Where "new" is the standard routine in Pascal for allocating memory for a pointer, and "hex" is presumably a routine to print the hexadecimal string describing the value of an integer. This would allow the display of the address of a pointer, something which is not normally permitted. (Pointers cannot be read or written, only assigned .) Assigning a value to an integer variant of a pointer would allow examining or writing to any location in system memory:

 PP^.L := 0;
 PP := PP^.P;  (*PP now points to address 0 *)
 K := PP^.L;   (*K contains the value of word 0 *)
 Writeln('Word 0 of this machine contains ',K);

This construct may cause a program check or protection violation if address 0 is protected against reading on the machine the program is running upon or the operating system it is running under.

C#

In C# (and other .NET languages), this is a bit harder to achieve because of the type system, but can be done nonetheless, using pointers or struct unions.

Pointers

C# only allows pointers to so-called native types, i.e. any primitive type (except string), enum, array or struct that is composed only of other native types. Note that pointers are only allowed in code blocks marked 'unsafe'.

 float pi = 3.14159;
 uint piAsRawData = *(uint*)&pi;

Struct unions

Struct unions are allowed without any notion of 'unsafe' code, but they do require the definition of a new type.
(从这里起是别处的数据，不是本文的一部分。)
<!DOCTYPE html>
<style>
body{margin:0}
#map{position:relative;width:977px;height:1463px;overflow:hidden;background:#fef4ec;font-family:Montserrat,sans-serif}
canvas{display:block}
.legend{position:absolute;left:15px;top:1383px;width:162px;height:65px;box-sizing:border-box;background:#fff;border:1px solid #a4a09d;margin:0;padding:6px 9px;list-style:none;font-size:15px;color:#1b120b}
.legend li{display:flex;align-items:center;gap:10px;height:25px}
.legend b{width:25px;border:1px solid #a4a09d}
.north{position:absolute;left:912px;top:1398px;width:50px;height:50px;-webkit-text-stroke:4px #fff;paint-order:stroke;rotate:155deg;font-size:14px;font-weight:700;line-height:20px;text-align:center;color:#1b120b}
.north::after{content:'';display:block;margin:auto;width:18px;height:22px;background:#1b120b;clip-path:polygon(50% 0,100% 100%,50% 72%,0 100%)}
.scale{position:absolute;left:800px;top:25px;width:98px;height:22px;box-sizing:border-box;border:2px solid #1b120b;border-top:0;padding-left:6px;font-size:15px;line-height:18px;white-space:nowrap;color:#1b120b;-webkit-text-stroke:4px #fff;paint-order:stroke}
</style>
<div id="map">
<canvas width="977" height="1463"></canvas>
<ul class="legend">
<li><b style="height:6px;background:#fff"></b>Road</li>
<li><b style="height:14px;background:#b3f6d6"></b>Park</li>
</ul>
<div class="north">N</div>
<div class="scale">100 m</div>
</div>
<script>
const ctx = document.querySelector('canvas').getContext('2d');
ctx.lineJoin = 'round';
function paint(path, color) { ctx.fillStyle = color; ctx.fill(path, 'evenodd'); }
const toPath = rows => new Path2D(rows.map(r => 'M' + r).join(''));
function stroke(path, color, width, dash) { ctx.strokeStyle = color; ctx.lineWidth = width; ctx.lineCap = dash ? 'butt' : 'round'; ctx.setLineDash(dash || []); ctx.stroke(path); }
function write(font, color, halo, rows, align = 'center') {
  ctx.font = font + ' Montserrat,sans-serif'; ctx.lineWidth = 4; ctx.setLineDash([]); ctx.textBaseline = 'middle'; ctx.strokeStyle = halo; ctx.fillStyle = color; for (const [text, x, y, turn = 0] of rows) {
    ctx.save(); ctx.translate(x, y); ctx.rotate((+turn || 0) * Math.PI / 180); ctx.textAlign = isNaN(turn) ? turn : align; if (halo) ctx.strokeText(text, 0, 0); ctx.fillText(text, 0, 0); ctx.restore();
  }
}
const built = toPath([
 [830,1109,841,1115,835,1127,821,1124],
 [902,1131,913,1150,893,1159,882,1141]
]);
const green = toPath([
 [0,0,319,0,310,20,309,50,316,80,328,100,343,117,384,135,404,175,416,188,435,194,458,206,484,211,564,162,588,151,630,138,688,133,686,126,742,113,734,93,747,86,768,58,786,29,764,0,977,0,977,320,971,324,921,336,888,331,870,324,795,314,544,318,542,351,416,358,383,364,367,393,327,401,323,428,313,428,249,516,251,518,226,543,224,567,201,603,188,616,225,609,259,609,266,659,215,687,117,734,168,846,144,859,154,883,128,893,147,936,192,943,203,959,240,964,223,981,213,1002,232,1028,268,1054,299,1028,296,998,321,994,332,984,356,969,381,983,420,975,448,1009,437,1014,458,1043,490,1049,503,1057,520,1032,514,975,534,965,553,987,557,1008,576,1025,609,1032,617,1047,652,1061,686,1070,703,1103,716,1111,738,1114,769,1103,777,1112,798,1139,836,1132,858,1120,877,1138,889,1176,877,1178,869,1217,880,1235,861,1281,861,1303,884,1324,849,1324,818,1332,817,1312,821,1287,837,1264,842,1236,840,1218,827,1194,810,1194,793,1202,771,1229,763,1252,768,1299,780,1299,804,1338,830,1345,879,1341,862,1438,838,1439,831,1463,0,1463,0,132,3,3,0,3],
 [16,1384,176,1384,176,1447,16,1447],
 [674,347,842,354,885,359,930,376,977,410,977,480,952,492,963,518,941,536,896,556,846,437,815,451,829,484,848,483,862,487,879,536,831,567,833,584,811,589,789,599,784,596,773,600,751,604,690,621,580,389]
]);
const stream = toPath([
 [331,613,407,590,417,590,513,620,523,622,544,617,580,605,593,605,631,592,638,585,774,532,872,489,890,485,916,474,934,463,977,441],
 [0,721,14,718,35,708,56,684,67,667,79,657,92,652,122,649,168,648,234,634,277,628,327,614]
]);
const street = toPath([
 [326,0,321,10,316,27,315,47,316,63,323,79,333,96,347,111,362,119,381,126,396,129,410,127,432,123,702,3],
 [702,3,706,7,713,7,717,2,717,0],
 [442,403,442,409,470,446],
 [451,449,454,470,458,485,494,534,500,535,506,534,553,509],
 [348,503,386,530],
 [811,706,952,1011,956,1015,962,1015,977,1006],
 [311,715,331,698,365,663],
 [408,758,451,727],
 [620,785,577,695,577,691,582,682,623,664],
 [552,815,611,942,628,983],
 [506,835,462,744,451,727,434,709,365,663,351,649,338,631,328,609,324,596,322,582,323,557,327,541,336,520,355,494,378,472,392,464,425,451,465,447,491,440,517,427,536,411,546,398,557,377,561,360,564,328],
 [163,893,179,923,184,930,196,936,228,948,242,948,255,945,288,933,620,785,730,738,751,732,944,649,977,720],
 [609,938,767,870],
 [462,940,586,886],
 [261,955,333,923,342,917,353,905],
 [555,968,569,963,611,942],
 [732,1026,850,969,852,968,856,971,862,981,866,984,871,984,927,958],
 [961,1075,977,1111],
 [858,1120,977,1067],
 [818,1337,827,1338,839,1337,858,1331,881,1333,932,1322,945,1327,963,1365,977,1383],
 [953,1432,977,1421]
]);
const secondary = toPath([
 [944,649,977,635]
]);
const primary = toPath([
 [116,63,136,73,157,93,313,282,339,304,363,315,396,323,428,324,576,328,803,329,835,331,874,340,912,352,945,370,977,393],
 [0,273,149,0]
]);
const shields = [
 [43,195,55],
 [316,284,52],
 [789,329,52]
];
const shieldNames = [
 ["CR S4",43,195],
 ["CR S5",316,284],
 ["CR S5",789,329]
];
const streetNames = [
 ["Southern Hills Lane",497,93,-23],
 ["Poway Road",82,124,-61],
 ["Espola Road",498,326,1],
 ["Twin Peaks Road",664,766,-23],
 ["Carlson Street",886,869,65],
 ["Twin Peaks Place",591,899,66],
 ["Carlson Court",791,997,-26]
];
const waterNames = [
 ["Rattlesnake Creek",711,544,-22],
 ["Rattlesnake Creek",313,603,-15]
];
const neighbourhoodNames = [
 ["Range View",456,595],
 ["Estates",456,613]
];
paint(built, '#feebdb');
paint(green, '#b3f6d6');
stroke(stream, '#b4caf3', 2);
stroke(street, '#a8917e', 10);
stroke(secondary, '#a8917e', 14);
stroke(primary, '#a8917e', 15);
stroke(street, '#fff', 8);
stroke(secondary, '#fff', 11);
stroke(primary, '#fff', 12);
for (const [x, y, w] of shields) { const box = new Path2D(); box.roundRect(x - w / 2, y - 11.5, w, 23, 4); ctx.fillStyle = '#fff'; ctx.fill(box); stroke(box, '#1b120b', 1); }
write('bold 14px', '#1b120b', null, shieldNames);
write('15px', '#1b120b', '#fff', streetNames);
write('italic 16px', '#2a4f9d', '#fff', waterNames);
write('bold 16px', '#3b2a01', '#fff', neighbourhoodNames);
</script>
 [StructLayout(LayoutKind.Explicit)]
 struct FloatAndUIntUnion
 {
     [FieldOffset(0)]
     public float DataAsFloat;
     [FieldOffset(0)]
     public uint DataAsUInt;
 }

 // ...

 FloatAndUIntUnion union;
 union.DataAsFloat = 3.14159;
 uint piAsRawData = union.DataAsUInt;

Raw CIL code

Raw CIL can be used instead of C#, because it doesn't have most of the type limitations. This allows one to, for example, combine two enum values of a generic type:

 TEnum a = ...;
 TEnum b = ...;
 TEnum combined = a | b; // illegal

This can be circumvented by the following CIL code:

 .method public static hidebysig
     !!TEnum CombineEnums<valuetype .ctor ([mscorlib]System.ValueType) TEnum>(
         !!TEnum a,
         !!TEnum b
     ) cil managed
 {
     .maxstack 2

     ldarg.0 
     ldarg.1
     or  // this will not cause an overflow, because a and b have the same type, and therefore the same size.
     ret
 }

The cpblk CIL opcode allows for some other tricks, such as converting a struct to a byte array:

 .method public static hidebysig
     uint8[] ToByteArray<valuetype .ctor ([mscorlib]System.ValueType) T>(
         !!T& v // 'ref T' in C#
     ) cil managed
 {
     .locals init (
         [0] uint8[]
     )

     .maxstack 3

     // create a new byte array with length sizeof(T) and store it in local 0
     sizeof !!T
     newarr uint8
     dup           // keep a copy on the stack for later (1)
     stloc.0

     ldc.i4.0
     ldelema uint8

     // memcpy(local 0, &v, sizeof(T));
     // <the array is still on the stack, see (1)>
     ldarg.0 // this is the *address* of 'v', because its type is '!!T&'
     sizeof !!T
     cpblk

     ldloc.0
     ret
 }

為了遵循C99/C++的嚴格別名規則，可以使用union:^[1]

bool is_negative(float x) {
    union {
        unsigned int ui;
        float d;
    } my_union = { .d = x };
    return my_union.ui & 0x80000000;
}

GCC編譯器支持這樣的語言擴展。^[2]

其他的類型雙關，見數組步長。

已隱藏部分未翻譯內容，歡迎參與翻譯。

Pascal

  type variant_record = record
     case rec_type : longint of
         1: ( I : array [1..2] of integer );
         2: ( L : longint );
         3: ( R : real );
         4: ( C : array [1..4] of character);
     end;
   Var V: Variant_record;
      K: Integer;
      LA: Longint;
      RA: Real;
      Ch: character;
  ...
   V.I := 1;
   Ch := V.C[1];   (* This would extract the first binary byte of V.I *)
   V.R := 8.3;   
   LA := V.L;     (* This would store a real into an integer *)

 Type PA = ^Arec;
 
    Arec = record
      case rt : longint of
         1: (P: PA);
         2: (L: Longint);
    end;
 
  Var PP: PA;
   K: Longint;
  ...
   New(PP);
   PP^.P := PP;
   Writeln('Variable PP is located at address ', hex(PP^.L));

 PP^.L := 0;
 PP := PP^.P;  (*PP now points to address 0 *)
 K := PP^.L;   (*K contains the value of word 0 *)
 Writeln('Word 0 of this machine contains ',K);

This construct may cause a program check or protection violation if address 0 is protected against reading on the machine the program is running upon or the operating system it is running under.

C#

In C# (and other .NET languages), this is a bit harder to achieve because of the type system, but can be done nonetheless, using pointers or struct unions.

Pointers

 float pi = 3.14159;
 uint piAsRawData = *(uint*)&pi;

Struct unions

Struct unions are allowed without any notion of 'unsafe' code, but they do require the definition of a new type.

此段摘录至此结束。